California Roll Factory

california-roll-factory

(Photo by Bobby A, from yelp)

Back in the 90’s, I became friends with some flight attendants from Japan Airlines through a mutual friend. Every time they were on a flight from Tokyo to Los Angeles; they stayed for three days and their first two days were off days. So, one time, I took them to Crazy Fish for the taste of American Style Sushi. I was unsure how they would think about American-style sushi, but they said they liked the Caterpillar and Spider Roll. One of the Japanese Chefs, seeing four young attractive Japanese female sitting in front of them, suddenly started to talk to them and hit on them. “No, no, it’s not like that. Let’s meet tomorrow and go to the beach and just hang out.” I knew what he was doing and so did everyone else. They politely declined his offer. They did say they enjoyed the sushi and it sure was their first time eating that kind of sushi.
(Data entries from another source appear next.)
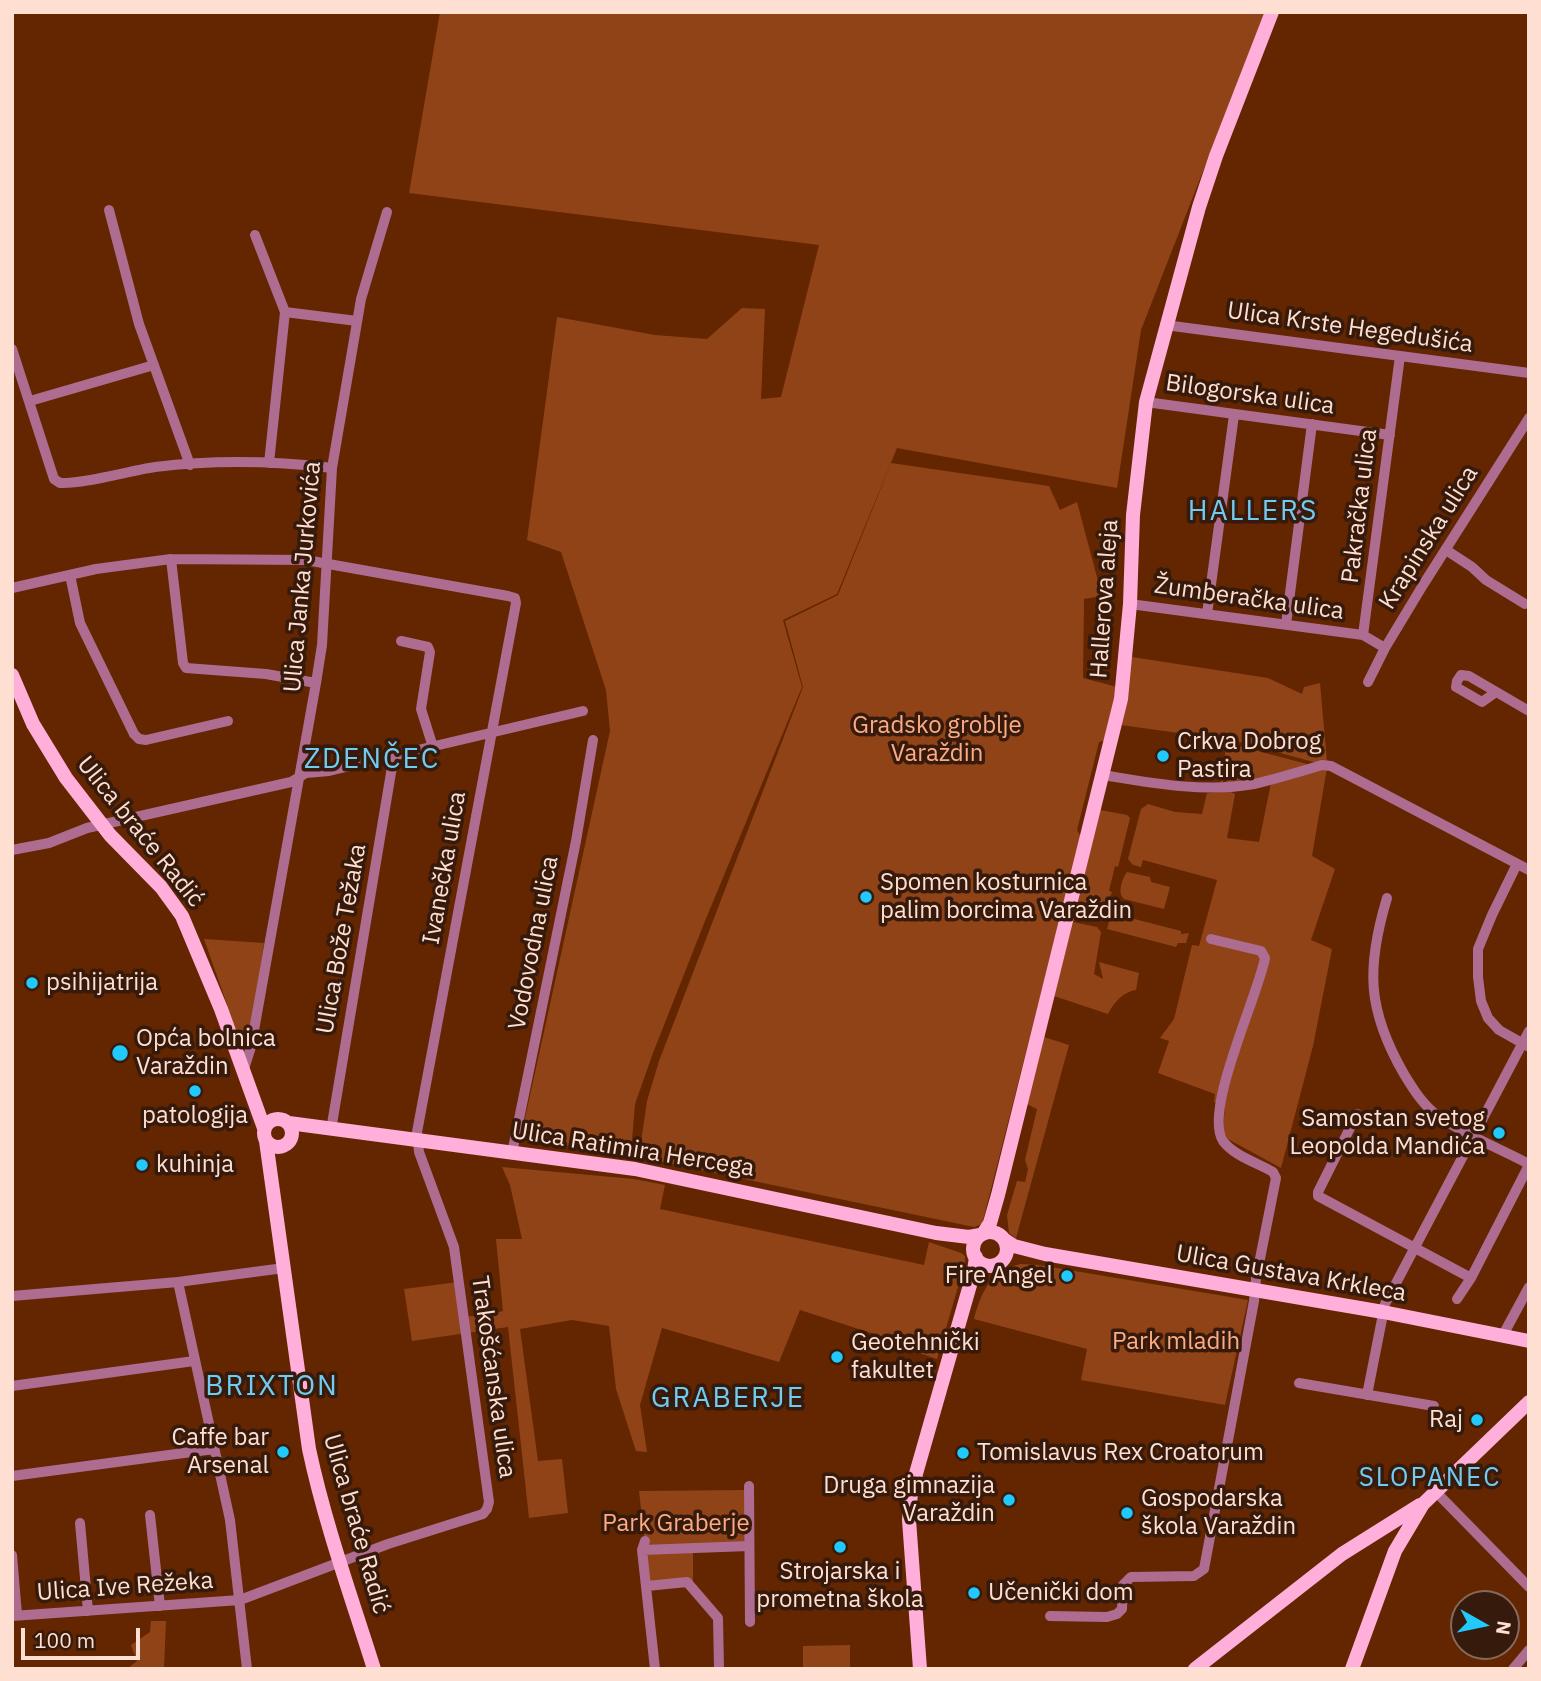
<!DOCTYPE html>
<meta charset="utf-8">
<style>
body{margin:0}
#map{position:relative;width:1541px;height:1681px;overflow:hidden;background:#632600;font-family:"IBM Plex Sans",sans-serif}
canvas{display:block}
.frame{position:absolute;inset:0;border:14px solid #fedfd1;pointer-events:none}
.north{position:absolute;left:1450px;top:1590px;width:70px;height:70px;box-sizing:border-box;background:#361a0c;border:2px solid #86695b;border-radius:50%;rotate:99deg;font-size:19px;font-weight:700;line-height:28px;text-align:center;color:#fedfd1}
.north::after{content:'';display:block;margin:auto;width:24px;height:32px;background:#22c9fd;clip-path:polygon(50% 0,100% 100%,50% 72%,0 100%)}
.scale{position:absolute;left:21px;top:1628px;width:119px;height:32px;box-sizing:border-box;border:4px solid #fedfd1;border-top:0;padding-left:9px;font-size:21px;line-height:24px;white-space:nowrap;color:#fedfd1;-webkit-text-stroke:5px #361a0c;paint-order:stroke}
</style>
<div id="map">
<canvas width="1541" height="1681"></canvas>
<div class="frame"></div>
<div class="north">N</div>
<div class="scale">100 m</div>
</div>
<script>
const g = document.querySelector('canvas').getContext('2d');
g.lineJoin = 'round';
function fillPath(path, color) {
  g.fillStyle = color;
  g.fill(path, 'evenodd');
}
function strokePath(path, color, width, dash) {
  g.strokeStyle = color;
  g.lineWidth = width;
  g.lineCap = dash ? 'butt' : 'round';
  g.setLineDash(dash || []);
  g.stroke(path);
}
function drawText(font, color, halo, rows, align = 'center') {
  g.font = font + ' "IBM Plex Sans",sans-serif';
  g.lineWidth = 7;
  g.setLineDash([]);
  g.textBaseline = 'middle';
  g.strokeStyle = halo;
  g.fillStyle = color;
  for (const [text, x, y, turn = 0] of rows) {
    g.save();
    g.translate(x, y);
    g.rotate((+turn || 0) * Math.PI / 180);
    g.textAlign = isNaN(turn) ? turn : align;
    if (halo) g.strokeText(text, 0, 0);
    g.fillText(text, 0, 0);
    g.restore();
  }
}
const green = new Path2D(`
 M440,12h825l-124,318 -24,158 -220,-40 -60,146 -54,26 19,67 -97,234 -52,132 -18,51 -4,48 -111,-11 90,-410 -4,-41 -45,-138 -34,-12 30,-223 98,18 52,4 35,-31 23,1 -4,90 20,-2 38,-152 -410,-52z
 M891,463l158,23 11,24 17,-8 25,94 -18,3 -1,79 34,9 -12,53 -6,2 -22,88 4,7 -99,387 -8,3 -326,-68 -8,-10 7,-48 12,-40 144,-374 -18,-66 53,-26z
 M1132,657l136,21 34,16 2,-7 16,-4 7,79 -10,1 -81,-22 -115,-16z
 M1227,743l84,22 -60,15 -23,3 -3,-4 -5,5z
 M1327,768l-15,88 23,13 -24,71 21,9 -19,97 -32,122 -53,-29 -5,-8 2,-25 -11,-4 1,-8 -57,-21 11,-32 -9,-3 14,-19 18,-74 7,1 18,-66 -74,-20 -2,7 -8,-2 -5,-6 13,-50 7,-5 27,8 27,2 5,-21 24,-1 4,2 -8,44 32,4 12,-59z
 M1100,810l27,5 3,3 -12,49 -3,-1 -6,25 3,1 -9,24 -9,3 -19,-4z
 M1127,872l23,5 1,5 19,5 -6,22 -40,-10c-7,-6 -2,-20 3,-27z
 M1115,909v5l66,17v3l8,-1 -3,10h-8l-2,4 -69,-18 5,-18z
 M1073,922l24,5 4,5 -7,42 9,5 -4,-17 40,11 -3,17c-13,2 -22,12 -28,24l-54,-18z
 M204,939l60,4 -15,98 -8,3z
 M1044,1037l25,8 -53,193 -7,-5 -2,-18 10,-34 8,1 3,-13 -3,-9 12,-51 -10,-5z
 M502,1167l132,12 31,6 -5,24 264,56 5,-23 32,11 4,3v7l-28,96 -33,-11 1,-4 -105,-34 -21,52 -117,-34 -22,77 7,47 -11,-1 -20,-62 -7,-63 -37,-6 -52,9 18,132 24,-2 6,54 -39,5 -21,-191 -96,14 -8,-52 54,-7 5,35 30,-3 10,-3 -7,-72h26l-12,-54z
 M1020,1264l19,1 209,35 -23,105 -144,-25 6,-31 -113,-30c7,-28 17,-47 46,-55z
 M746,1490l1,59 -54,2v34l-43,5 -11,-99z
 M151,1621h15l-2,47 -37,1 10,-8 -6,-16 19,-13z
 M850,1645v23l-47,1v-23z`);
const minor = new Path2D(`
 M109,210l30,114 51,141
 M255,235l30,77 -16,151
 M285,312l72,9
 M1165,325l364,48
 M12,349l42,130 6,4c25,1 68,-12 95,-16 58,-7 120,-6 177,1
 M30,401l124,-36
 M1146,402l244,33
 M1446,550l26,17 14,13 39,24
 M171,559l12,104 3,5 80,6 50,9
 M70,575l10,48 54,111 5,5 7,1 82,-19
 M12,588l84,-19 75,-10 135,1 202,36 7,2 1,5 -99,529 2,20 35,95 35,255 -2,7 -4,5 -95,30 -148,56 -228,16
 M1130,604l233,31
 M1207,614l27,-199
 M1286,624l26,-200
 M401,641l27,6 2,5 -9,57 12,38
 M1385,648l-22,-13 37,-279
 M1368,682l17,-34 38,-63 106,-167
 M1496,692l-14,10 -26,-15 1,-6 4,-6 8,1 60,35
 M1103,775c49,8 101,18 151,9 22,-5 45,-12 68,-19l9,1 198,104
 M12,850l37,-7 38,-15 204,-46 15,-9 23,-2 254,-60
 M1517,864l-25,51 -14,34v28l3,24 7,17 11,12 30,17
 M1387,898c-21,70 -20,112 17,176 9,15 19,31 34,42 27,19 61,32 91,48
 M243,1072l8,-25 65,-364 6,-38 10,-177 29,-169 26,-87
 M1357,1114l-39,78v4l153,82
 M331,1130l63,-375
 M512,1153l64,-312 17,-101
 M178,1282l52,238 17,149
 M12,1296l166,-14 106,-14
 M1457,1299l14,-21 58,-113
 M1503,1335l26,-48
 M1299,1383l135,23
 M12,1386l182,-25
 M1367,1395l18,-91 144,-273
 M12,1476l202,-27
 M749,1486l1,136
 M1436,1492l93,95
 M150,1515l10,91
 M80,1523l8,88
 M645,1541l-3,9 13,119
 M642,1550l107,-4
 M12,1555l5,60
 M647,1586l40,-4 31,36 1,51
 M1050,1616l57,1 10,-3 5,-5 1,-24 8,-8 63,-1 10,-7 50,-268 2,-22 20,-101 -3,-6c-15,-9 -39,-16 -50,-31 -20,-30 35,-145 42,-183l-4,-7 -50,-12
 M1513,1669l16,-19`);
const major = new Path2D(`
 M12,675l21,49 33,54 44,57 51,52 21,29 39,93 43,119
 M264 1133a14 14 0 1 1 28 0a14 14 0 1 1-28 0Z
 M289,1123l346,46 301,64 33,4 11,-2
 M266,1141l43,308c16,75 42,147 65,220
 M973 1249a17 17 0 1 1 34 0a17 17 0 1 1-34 0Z
 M983,1234l7,-11 8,-28 123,-496 9,-95 3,-89 13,-113 53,-195 17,-51 56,-144
 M1005,1240l9,6 31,8 338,58 146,29
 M920,1669l-11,-149 2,-29 63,-220 2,-14
 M1195,1669l147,-115 78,-49
 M1352,1669l43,-118 28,-47 106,-102`);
const markers = [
 [1163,756,7,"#22c9fd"],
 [866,897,7,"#22c9fd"],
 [32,983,7,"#22c9fd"],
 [120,1053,9,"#22c9fd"],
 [195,1091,7,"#22c9fd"],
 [1499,1133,7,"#22c9fd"],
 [142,1165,7,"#22c9fd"],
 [1067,1276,7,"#22c9fd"],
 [837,1357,7,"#22c9fd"],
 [1477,1420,7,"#22c9fd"],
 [283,1452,7,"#22c9fd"],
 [963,1453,7,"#22c9fd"],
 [1009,1500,7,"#22c9fd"],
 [1127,1513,7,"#22c9fd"],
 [840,1547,7,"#22c9fd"],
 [974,1593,7,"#22c9fd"]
];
const streetNames = [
 ["Ulica Krste Hegedušića",1350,328,8],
 ["Bilogorska ulica",1250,395,8],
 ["Pakračka ulica",1360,506,-83],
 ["Krapinska ulica",1429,538,-58],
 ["Ulica Janka Jurkovića",303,577,-85],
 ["Hallerova aleja",1105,599,-86],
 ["Žumberačka ulica",1249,599,8],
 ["Ulica braće Radić",140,832,51],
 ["Ivanečka ulica",445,868,-80],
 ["Ulica Bože Težaka",342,939,-80],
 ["Vodovodna ulica",534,943,-79],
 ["Ulica Ratimira Hercega",633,1150,9],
 ["Ulica Gustava Krkleca",1291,1274,10],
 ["Trakošćanska ulica",493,1377,82],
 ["Ulica braće Radić",356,1524,74],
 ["Ulica Ive Režeka",125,1587,-4]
];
const parkNames = [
 ["Gradsko groblje",937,726],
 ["Varaždin",937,754],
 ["Park mladih",1176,1342],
 ["Park Graberje",676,1524]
];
const poiNames = [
 ["Crkva Dobrog",1177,742],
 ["Pastira",1177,770],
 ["Spomen kosturnica",880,883],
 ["palim borcima Varaždin",880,911],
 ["psihijatrija",46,983],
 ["Opća bolnica",136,1039],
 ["Varaždin",136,1067],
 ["patologija",195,1116,"center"],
 ["Samostan svetog",1485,1119,"right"],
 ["Leopolda Mandića",1485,1147,"right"],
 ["kuhinja",156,1165],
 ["Fire Angel",1053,1276,"right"],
 ["Geotehnički",851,1343],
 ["fakultet",851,1371],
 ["Raj",1463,1420,"right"],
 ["Caffe bar",269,1438,"right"],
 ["Arsenal",269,1466,"right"],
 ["Tomislavus Rex Croatorum",977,1453],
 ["Druga gimnazija",995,1486,"right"],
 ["Varaždin",995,1514,"right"],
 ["Gospodarska",1141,1499],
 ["škola Varaždin",1141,1527],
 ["Strojarska i",840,1572,"center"],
 ["prometna škola",840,1600,"center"],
 ["Učenički dom",988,1593]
];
const neighbourhoodNames = [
 ["SLOPANEC",1430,1478]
];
const quarterNames = [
 ["HALLERS",1253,512],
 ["ZDENČEC",372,760],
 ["BRIXTON",272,1387],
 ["GRABERJE",728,1399]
];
fillPath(green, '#914318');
strokePath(minor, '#ad6c90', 10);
strokePath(major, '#ffafda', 14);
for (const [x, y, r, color] of markers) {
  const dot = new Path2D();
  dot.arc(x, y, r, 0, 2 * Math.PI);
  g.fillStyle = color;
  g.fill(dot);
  strokePath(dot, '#361a0c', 2.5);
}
drawText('24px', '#fedfd1', '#361a0c', streetNames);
drawText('24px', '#fbab85', '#361a0c', parkNames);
drawText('24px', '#fedfd1', '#361a0c', poiNames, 'left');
g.letterSpacing = '2px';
drawText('26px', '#72cbf0', '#361a0c', neighbourhoodNames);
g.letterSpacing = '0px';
g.letterSpacing = '2px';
drawText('28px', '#72cbf0', '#361a0c', quarterNames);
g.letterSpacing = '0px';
</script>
A few years later, I found a new sushi restaurant opened up in Santa Monica Called Creative Sushi. I went there with friends of mine and saw their menu and immediately saw the similarity with Crazy Fish. I ordered Spider, Caterpillar Shrimp Tempura roll. They tasted different from Crazy Fish. Something was missing, and I could not figure out what it was. It was good, and I liked Crazy Fish better.

About the same time, when I found Creative Sushi, I found another sushi place that had a very similar menu as Crazy Fish. A friend of mine told me about this place, so I decided to take a visit. It was on Santa Monica Blvd. in West Los Angles. Like crazy fish, not exactly a place for a sushi restaurant, but then, so is Crazy Fish. It had a bright yellow sign saying “California Roll Factory.”

I walked in by myself and sat at the bar seat. When I saw the chef who greeted me and immediately, I recognized his face. However, I was unable to remember where I knew him from. A moment passed and realized he was the chef at Crazy fish. He was standing right next to the chef who started to hit on my JAL flight attendant friends. He was smiling and did not seem that surprised.

“I remember you from Crazy Fish, ” I said to him.

“Oh, yes. I remember you too. That was the night that my co-worker went “crazy.”

“Crazy indeed.”

“I am sorry about that.”

“It was not a problem. Besides, it wasn’t your fault. I think it was amusing and rather entertaining to watch. I think my friends enjoyed it as a matter of fact. They thought it was funny.”

“He acts like that sometimes. Please, have a seat at the bar.”

I took a bar seat right in front of him and ordered a beer.

“I would like to order something. It looks like you have lots of rolls…”

Right above the sushi bar, behind him was a big whiteboard, filled with names and description of the rolls. Walls are filled with menus with illustrations. At glance, I had no idea which was what. It was overwhelming.

“Yes, I quite Crazy Fish and opened this place a few months ago. Many rolls are from Crazy Fish, and I keep adding new ones with unusual names. They are catchy. As long as they catch the attention of the customers, that is good.”

“I see. I will take whatever you recommend.”

“Ok. No problem.”

His name was Kaz, just like mine. He created several different rolls for they and me all tasted good. It almost tasted as good as the one at Crazy Fish, but again, something was different.

“Every night, it’s kind of heartbreaking. I worry if customers would come and we’ll make enough money to keep it open. It’s different being an owner and running a restaurant. I have to worry about money and make sushi.”

I was just listening to him, and a thought of working at this restaurant came to mind. My working visa was soon to be expired, and I needed to extend or get a new one. Someone told me that if you were a sushi chef, it was easier to get a visa, so, I thought, maybe work here and get my visa and work somewhere else.

But then, I said to myself I did not want to be a sushi chef and work in a restaurant.

Kaz continued his talk.

“Also, I need to teach kitchen staff how to cook Japanese food. Most of them are from Mexico and they know nothing about Japanese food.”

“That must be tough.”

I was hearing the entire story about how challenging it is to run a small business and being a sushi chef. I never knew that a few years after this conversation, I would become a sushi chef and then, start my own sushi class business later on.